Regarding our post about a new RSS feed for the web’s eye view bag of urls site, Scott Leslie commented about our submission form being an ideal candidate for a web browser bookmarklet tool.

Scott has recently championed these underused tools for one’s browser toolbar, rightfully so, because they are very handy, bordering on indispensible.

I had toyed with this a year ago, especially since I end up posting about 80% of the new items to our
bag of urls but never finished.

But now I have, and it was very easy indeed to build a bookmarklet tool that shortens the steps for dropping a url into the bag

The technology is bone simple. A bookmarklet is merely a compact series of JavaScript commands that can be called from your Bookmarks.Favorites bar. They are limited by length (more or less the limit of the character string length of a URL imposed by the browser software).

There are handy ones for metric conversion and such, but you can also write scripts that can extract information from the curent web page in view and use it in a web form.

This is essentially what the MovableTyoe Bookmarklet tool does for weblog authors- when I find a web site I wish to blog about, one click of this tool, and it pops up a small browser windiw with a mini blog editing form… and here is the kicker- it prepopulates the title of the site and builds a basic hypertext link using the information passed by the bookmarklet script. It can even grab a chunk of text that may be hilited on the browser screen.

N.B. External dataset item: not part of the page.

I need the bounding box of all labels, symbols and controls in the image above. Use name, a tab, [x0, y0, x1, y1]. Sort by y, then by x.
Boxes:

So to grab information to write a “drop in the bag” entry for any web page, I can pass a new form the title of the site (JavaScript document.title property), the URL (JavaScript document.location.href property), and any selection of text (JavaScript document.selection property).

Being a modifier, I simply dissected the MT Bookmarklet code (as it nicely launches a small browser window for the information entry), created a new PHP version of the dropping form (which sends info via a crusty old perl script) that I could build a URL that passes the information from JavaScript.

Huh?

Let’s take a look at the bookmarklet code:

javascript:d=document;t=d.selection?d.selection.createRange().text:d.getSelection();void(window.open(‘http://www.mcli.dist.maricopa.edu/eye/bag/drop_bm.php?title=’+escape(d.title)+’&url=’+escape(d.location.href)+’&descrip=’+escape(t),’_blank’,’scrollbars=yes,width=620,height=480,status=yes,resizable=yes,scrollbars=yes’))

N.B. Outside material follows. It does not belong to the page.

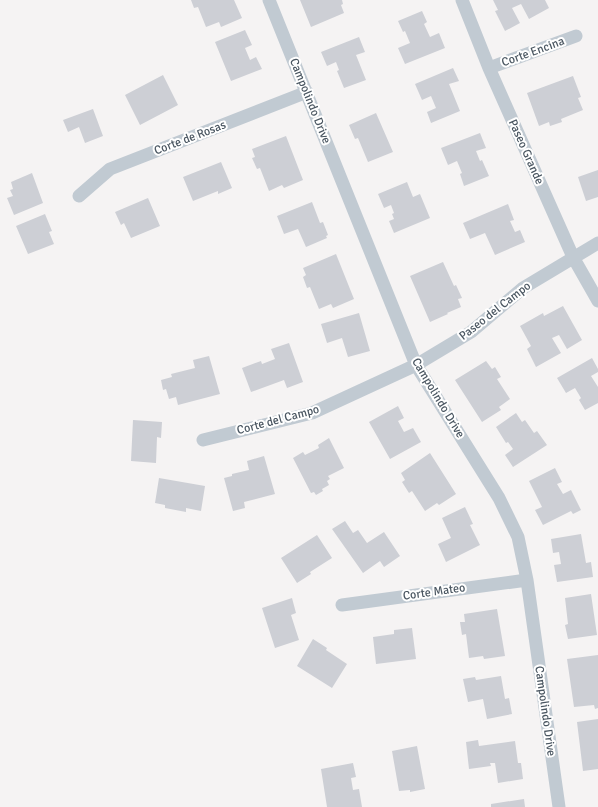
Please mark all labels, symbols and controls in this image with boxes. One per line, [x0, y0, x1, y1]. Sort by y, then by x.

You access the document properties via d=document and from there you can extract strings for the title and url. The “escape” fuinctions encodes the text content to a URL friendly format

Grabbing the selected text is a bit more complicated (I do not even know the nuts and bolts of this JavaScript code, but it works).

So the bookmarklet grbas this data, opens a new window, and loads it with a URL to a PHP script that appends the data in a format PHP can read and then echo back into the form.

Very handy indeed, as well as handy to know a bit more of how bookmarklet code works. Get your bag dropping bookmarklet today and send us some new stuff!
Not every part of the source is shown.